T = promote_type(eltype(M), eltype(B))
A_mul_B!(one(T), M, B, zero(T), C)
end

function test_perf()
n = 2*10^6
A = sprandn(n,n,100/n); # create a fairly dense sparse matrix.
x = randn(n);
@show norm(M*x - A*x)
println("Ax")
@time A*x;
@time A*x;
@time A*x;
println("Mx")
@time M*x;
@time M*x;
@time M*x;
println("Mx - 2")
@show norm(M*x - A*x)
@time M*x;
@time M*x;
@time M*x;
println("Mx - 4")
@show norm(M*x - A*x)
@time M*x;
@time M*x;
@time M*x;
println("Mx - 6")
@show norm(M*x - A*x)
@time M*x;
@time M*x;
@time M*x;
println("Mx - 12")
@show norm(M*x - A*x)
@time M*x;
@time M*x;
@time M*x;
return 0
end
``````

Using the same machine, I get

``````julia> include("mt-matvec-v2.jl"); test_perf()

norm(M * x - A * x) = 0.0
Ax
1.266161 seconds (2 allocations: 15.259 MiB)
1.262458 seconds (2 allocations: 15.259 MiB, 0.05% gc time)
1.276305 seconds (2 allocations: 15.259 MiB)
Mx
3.286811 seconds (14 allocations: 15.259 MiB, 0.23% gc time)
3.261025 seconds (14 allocations: 15.259 MiB)
3.289697 seconds (14 allocations: 15.259 MiB, 1.55% gc time)
Mx - 2
norm(M * x - A * x) = 5.779191123395817e-12
2.050135 seconds (20 allocations: 15.259 MiB)
2.037912 seconds (20 allocations: 15.259 MiB)
2.117788 seconds (17 allocations: 15.259 MiB)
Mx - 4
norm(M * x - A * x) = 6.089783770138437e-12
1.406513 seconds (31 allocations: 15.259 MiB)
1.443651 seconds (26 allocations: 15.259 MiB, 3.58% gc time)
1.413482 seconds (23 allocations: 15.259 MiB)
Mx - 6
norm(M * x - A * x) = 6.246273089788179e-12
1.107459 seconds (44 allocations: 15.260 MiB)
1.099101 seconds (23 allocations: 15.259 MiB)
1.115828 seconds (25 allocations: 15.259 MiB)
Mx - 12
norm(M * x - A * x) = 6.257800652340715e-12
0.498733 seconds (80 allocations: 15.260 MiB)
0.509687 seconds (28 allocations: 15.259 MiB)
0.483376 seconds (27 allocations: 15.259 MiB)
0

``````

The result is slightly slower than the C++/OpenMP version. I think the llvm call might have some slightly unnecessary overhead and you could implement a tighter loop for that operation.

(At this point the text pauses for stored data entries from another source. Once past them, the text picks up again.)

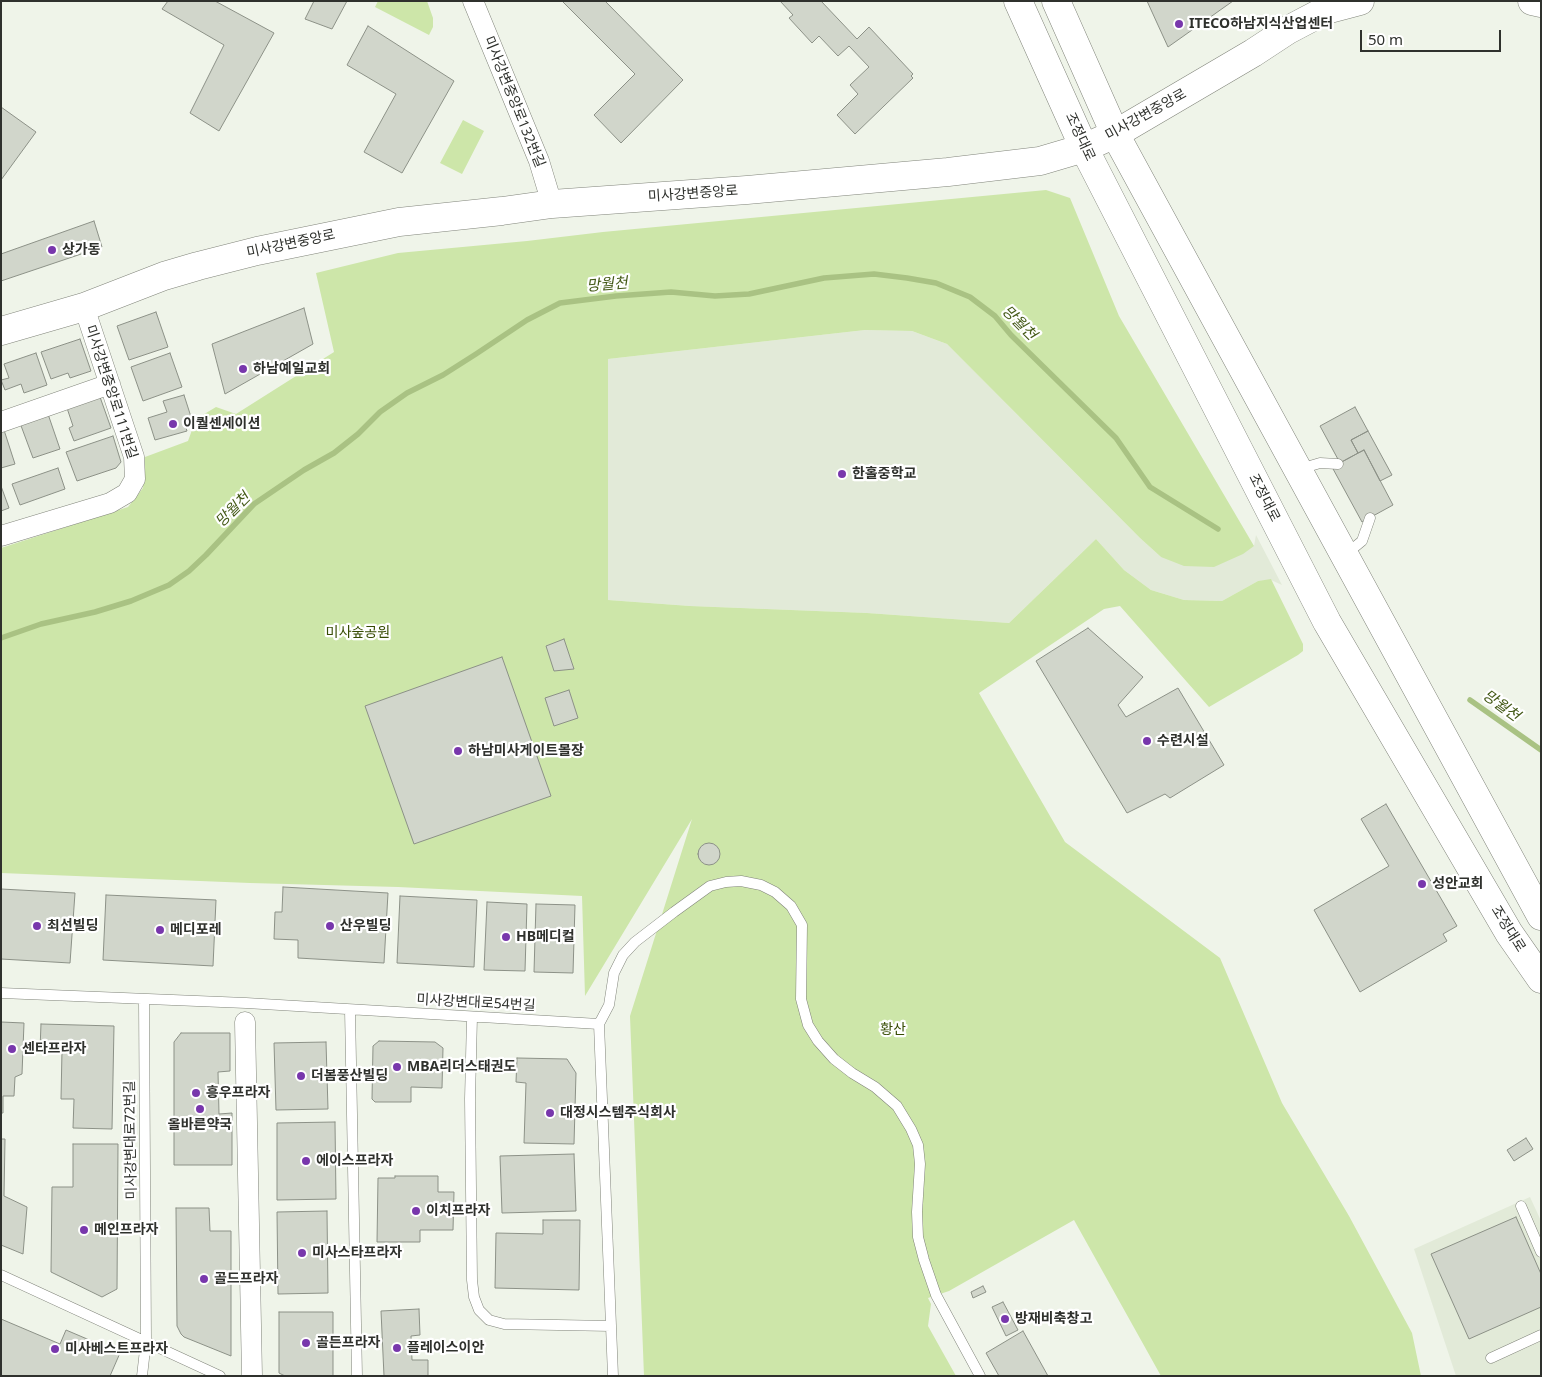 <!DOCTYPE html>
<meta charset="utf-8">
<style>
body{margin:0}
#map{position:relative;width:1542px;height:1377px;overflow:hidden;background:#eff4e9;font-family:"Noto Sans",sans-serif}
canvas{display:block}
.frame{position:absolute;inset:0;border:2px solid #2f312d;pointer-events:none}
.scale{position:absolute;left:1360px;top:30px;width:141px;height:22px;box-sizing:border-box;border:2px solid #2f312d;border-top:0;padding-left:6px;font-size:15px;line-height:18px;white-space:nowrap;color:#2f312d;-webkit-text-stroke:4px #fff;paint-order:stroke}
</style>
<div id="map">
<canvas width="1542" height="1377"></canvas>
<div class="frame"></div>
<div class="scale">50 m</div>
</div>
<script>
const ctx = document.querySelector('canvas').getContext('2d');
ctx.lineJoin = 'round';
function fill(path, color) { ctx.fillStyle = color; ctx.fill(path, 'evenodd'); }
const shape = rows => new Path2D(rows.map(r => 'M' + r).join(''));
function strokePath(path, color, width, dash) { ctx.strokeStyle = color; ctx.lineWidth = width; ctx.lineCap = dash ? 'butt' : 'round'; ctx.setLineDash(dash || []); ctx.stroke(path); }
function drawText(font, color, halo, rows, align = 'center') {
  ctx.font = font + ' "Noto Sans","Noto Sans KR",sans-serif'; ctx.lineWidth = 4.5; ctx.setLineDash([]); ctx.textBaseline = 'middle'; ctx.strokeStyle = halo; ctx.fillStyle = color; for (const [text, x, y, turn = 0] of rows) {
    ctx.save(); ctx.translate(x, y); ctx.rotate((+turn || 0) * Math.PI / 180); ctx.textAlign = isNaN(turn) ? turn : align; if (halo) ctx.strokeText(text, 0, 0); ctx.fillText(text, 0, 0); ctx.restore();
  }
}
const built = shape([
 [865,330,912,331,947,344,1140,538,1161,557,1254,546,1256,535,1282,585,1271,580,1258,581,1222,601,1184,600,1151,590,1124,570,1096,539,1009,623,867,613,690,606,608,600,608,359],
 [1530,1197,1541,1221,1541,1376,1456,1376,1414,1249]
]);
const green = shape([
 [378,1,427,1,433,18,433,27,429,35,375,7],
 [463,120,484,131,462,174,440,163],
 [1046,190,1070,198,1119,316,1254,546,1243,554,1214,567,1184,566,1161,557,1140,538,947,344,912,331,865,330,608,359,608,600,690,606,867,613,1009,623,1096,539,1124,570,1151,590,1184,600,1222,601,1258,581,1271,579,1303,644,1303,651,1298,655,1209,707,1120,606,1104,609,979,693,1065,842,1220,958,1282,1103,1349,1216,1412,1333,1421,1376,1161,1376,1074,1220,949,1291,928,1298,931,1304,928,1326,956,1376,644,1376,630,1016,692,819,585,996,582,896,398,887,250,883,1,873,1,548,128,507,143,488,145,457,188,441,196,419,216,407,236,414,334,352,316,273,398,253,527,241,603,232]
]);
const stream = shape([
 [1,638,41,624,95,612,131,601,169,585,189,571,206,555,254,504,304,470,334,453,358,434,380,412,407,393,443,375,476,354,527,320,560,303,616,296,671,292,715,296,749,294,824,278,874,274,907,278,936,283,970,297,995,316,1011,335,1116,438,1150,487,1218,529],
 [1470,700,1541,750]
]);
const building = shape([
 [168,1,215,1,274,33,219,131,190,113,224,45,162,9,168,1],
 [314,1,347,1,332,29,305,19,314,1],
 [562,1,605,1,683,80,621,143,594,115,635,74,562,1],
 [780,1,821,1,857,39,869,27,913,74,911,76,913,78,855,134,837,115,858,94,850,85,869,67,849,46,838,56,819,36,812,43,789,18,793,15,780,1],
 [1147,1,1233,1,1168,47,1147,1],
 [368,26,454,81,402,173,364,152,396,94,347,65,368,26],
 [1,107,36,132,1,180,1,107],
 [94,221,102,247,1,281,1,254,94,221],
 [304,308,313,344,225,394,212,344,304,308],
 [156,312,168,347,129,360,117,326,156,312],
 [80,339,91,371,70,378,68,373,51,379,41,352,80,339],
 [36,353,47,385,24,393,21,384,5,390,1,380,9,378,4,364,36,353],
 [170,353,182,387,143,401,131,367,170,353],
 [184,395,192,420,184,422,187,431,155,440,148,418,167,412,163,401,184,395],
 [100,397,111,428,74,441,69,428,73,426,67,408,100,397],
 [1355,407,1368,431,1351,440,1358,453,1340,463,1320,426,1355,407],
 [48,414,60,449,33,458,20,423,48,414],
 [4,430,15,464,1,468,1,431,4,430],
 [1368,431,1392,475,1380,481,1364,450,1358,453,1351,440,1368,431],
 [113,436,121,462,116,468,77,481,66,452,113,436],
 [1364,450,1393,505,1362,522,1332,467,1364,450],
 [58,468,65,489,20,505,12,484,58,468],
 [1,486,9,508,1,511,1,486],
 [1088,628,1143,677,1118,705,1126,717,1178,688,1224,765,1170,798,1165,794,1127,813,1036,661,1088,628],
 [564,639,574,669,554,671,546,646,564,639],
 [502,657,551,796,414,844,365,706,502,657],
 [569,690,578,718,554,726,545,698,569,690],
 [1386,804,1457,926,1443,934,1447,941,1360,992,1314,910,1389,866,1361,819,1386,804],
 '698 854a11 11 0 1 1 22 0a11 11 0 1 1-22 0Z',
 [283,887,388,893,384,963,298,958,298,940,274,939,275,912,282,912,283,887],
 [1,889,75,893,70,963,1,959,1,889],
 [106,895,216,900,213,966,103,960,106,895],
 [400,896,477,900,474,967,397,963,400,896],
 [487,902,527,904,525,971,484,970,487,902],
 [536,904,575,905,573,973,534,972,536,904],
 [1,1022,24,1023,22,1074,15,1077,14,1096,3,1096,3,1113,1,1113,1,1022],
 [41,1024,114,1026,112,1129,73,1128,74,1099,61,1099,62,1050,40,1050,41,1024],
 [181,1033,230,1033,230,1071,218,1072,219,1114,232,1113,232,1165,174,1165,174,1042,181,1033],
 [379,1041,435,1042,443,1048,442,1088,411,1087,411,1102,375,1102,372,1099,373,1046,379,1041],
 [326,1042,328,1109,276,1110,274,1043,326,1042],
 [517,1058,567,1059,576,1073,574,1144,524,1143,526,1083,516,1082,517,1058],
 [335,1122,336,1199,277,1200,277,1123,335,1122],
 [1526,1138,1533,1149,1514,1161,1507,1150,1526,1138],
 [1,1139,5,1139,4,1196,27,1207,23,1254,1,1245,1,1139],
 [73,1144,118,1144,117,1289,102,1297,51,1272,52,1187,73,1187,73,1144],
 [574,1154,576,1211,502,1213,500,1156,574,1154],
 [395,1176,438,1176,438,1192,454,1192,453,1230,420,1230,420,1242,377,1242,378,1178,395,1178,395,1176],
 [176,1208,209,1208,210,1231,231,1231,231,1356,184,1337,181,1334,177,1326,176,1208],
 [327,1211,328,1293,278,1294,277,1212,327,1211],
 [1516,1217,1541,1274,1541,1307,1469,1339,1431,1254,1516,1217],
 [543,1220,580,1220,579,1290,495,1288,496,1233,543,1234,543,1220],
 [983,1286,986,1292,973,1298,971,1292,983,1286],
 [1003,1302,1018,1330,1006,1336,992,1307,1003,1302],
 [419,1309,420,1335,411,1336,412,1360,428,1360,428,1376,384,1376,381,1311,419,1309],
 [279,1312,333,1312,333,1376,285,1376,279,1373,279,1312],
 [1,1319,60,1344,66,1330,120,1353,110,1376,1,1376,1,1319],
 [1023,1331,1048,1376,999,1376,986,1353,1023,1331]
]);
const lane = shape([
 [1300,469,1320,463,1338,464],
 [1345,555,1362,541,1370,518],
 [1,993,246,1003,599,1024],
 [350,1010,357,1376],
 [472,1017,470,1099,472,1280,474,1297,479,1310,489,1320,504,1324,611,1326],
 [599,1024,609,1005,614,973,623,955,635,942,674,912,710,886,726,882,741,881,761,885,775,892,791,906,802,925,801,999,808,1025,818,1041,834,1059,852,1073,875,1087,897,1106,911,1129,918,1145,920,1164,917,1212,918,1237,924,1260,936,1295,980,1376],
 [599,1024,613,1376],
 [1521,1206,1541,1252],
 [1,1275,220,1376],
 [1491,1358,1541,1335],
 [142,1376,146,1341,144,1000]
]);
const street = shape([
 [473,1,539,161,552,204],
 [1,422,110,384],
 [1,536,110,503,127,493,135,479,134,457,84,307],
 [245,1022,252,1376]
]);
const secondary = shape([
 [1532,1,1541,3],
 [1,331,84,307,164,276,198,266,257,251,399,222,502,211,552,204,747,190,948,172,1040,161,1084,148,1115,134,1253,53,1288,30,1326,10,1360,1]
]);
const primary = shape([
 [1018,1,1084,148,1327,622,1509,933,1541,979],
 [1056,1,1115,134,1541,916]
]);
const markers = [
 [1179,24,5,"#7837ac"],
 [52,250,5,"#7837ac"],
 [243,369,5,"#7837ac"],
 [173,424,5,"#7837ac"],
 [842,474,5,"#7837ac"],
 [1147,741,5,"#7837ac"],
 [458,751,5,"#7837ac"],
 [1422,884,5,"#7837ac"],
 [37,926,5,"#7837ac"],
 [330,926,5,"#7837ac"],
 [160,930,5,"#7837ac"],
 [506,937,5,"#7837ac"],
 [12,1049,5,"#7837ac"],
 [397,1067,5,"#7837ac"],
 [301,1076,5,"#7837ac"],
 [196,1093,5,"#7837ac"],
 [200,1109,5,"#7837ac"],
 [550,1113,5,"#7837ac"],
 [306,1161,5,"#7837ac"],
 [416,1211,5,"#7837ac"],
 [84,1230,5,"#7837ac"],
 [302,1253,5,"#7837ac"],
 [204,1279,5,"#7837ac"],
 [1005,1319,5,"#7837ac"],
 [306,1343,5,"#7837ac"],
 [397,1348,5,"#7837ac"],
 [55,1349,5,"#7837ac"]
];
const poiNames = [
 ["ITECO하남지식산업센터",1189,24],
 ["상가동",62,250],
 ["하남예일교회",253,369],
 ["이퀄센세이션",183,424],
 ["한홀중학교",852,474],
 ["수련시설",1157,741],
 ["하남미사게이트볼장",468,751],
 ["성안교회",1432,884],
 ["최선빌딩",47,926],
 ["산우빌딩",340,926],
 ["메디포레",170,930],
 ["HB메디컬",516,937],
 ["센타프라자",22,1049],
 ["MBA리더스태권도",407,1067],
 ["더봄풍산빌딩",311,1076],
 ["흥우프라자",206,1093],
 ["대정시스템주식회사",560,1113],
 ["올바른약국",200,1125,"center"],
 ["에이스프라자",316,1161],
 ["이치프라자",426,1211],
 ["메인프라자",94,1230],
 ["미사스타프라자",312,1253],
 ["골드프라자",214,1279],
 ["방재비축창고",1015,1319],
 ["골든프라자",316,1343],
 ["플레이스이안",407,1348],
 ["미사베스트프라자",65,1349]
];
const streetNames = [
 ["미사강변중앙로132번길",514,102,68],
 ["미사강변중앙로",1146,115,-29],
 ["조정대로",1080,137,65],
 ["미사강변중앙로",693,194,-4],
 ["미사강변중앙로",291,244,-12],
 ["미사강변중앙로111번길",111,392,72],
 ["조정대로",1264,498,63],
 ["조정대로",1508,929,58],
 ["미사강변대로54번길",476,1003,3],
 ["미사강변대로72번길",131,1140,-91]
];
const parkNames = [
 ["미사숲공원",358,633],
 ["황산",893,1030]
];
const waterNames = [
 ["망월천",607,285,-5],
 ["망월천",1019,323,45],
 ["망월천",233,510,-45],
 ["망월천",1501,706,36]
];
fill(built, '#e2ead8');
fill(green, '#cde6a9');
strokePath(stream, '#a9c283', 5.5);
fill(building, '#d1d6cb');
strokePath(building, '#8c9187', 1);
strokePath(lane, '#80847a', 11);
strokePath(street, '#80847a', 21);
strokePath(secondary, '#80847a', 29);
strokePath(primary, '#80847a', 29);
strokePath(lane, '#fff', 10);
strokePath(street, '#fff', 20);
strokePath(secondary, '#fff', 28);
strokePath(primary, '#fff', 28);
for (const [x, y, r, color] of markers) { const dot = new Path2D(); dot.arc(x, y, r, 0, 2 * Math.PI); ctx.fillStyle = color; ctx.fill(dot); strokePath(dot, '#fff', 2); }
drawText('bold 14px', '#2f312d', '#fff', poiNames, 'left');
drawText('14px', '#2f312d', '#fff', streetNames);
drawText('14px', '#374c03', '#fff', parkNames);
drawText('italic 15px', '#435916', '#fff', waterNames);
</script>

Still not great, 2x faster with 6 procs (12 threads). It’d be more interesting to look at how this performed on a wider subset of the UF Sparse Matrix collection. With and without metis pre-processing.

For the record, a better strategy for performance is to transpose the matrix first. On 12 threads (6 cores), I can do the same matvec in 0.35 seconds.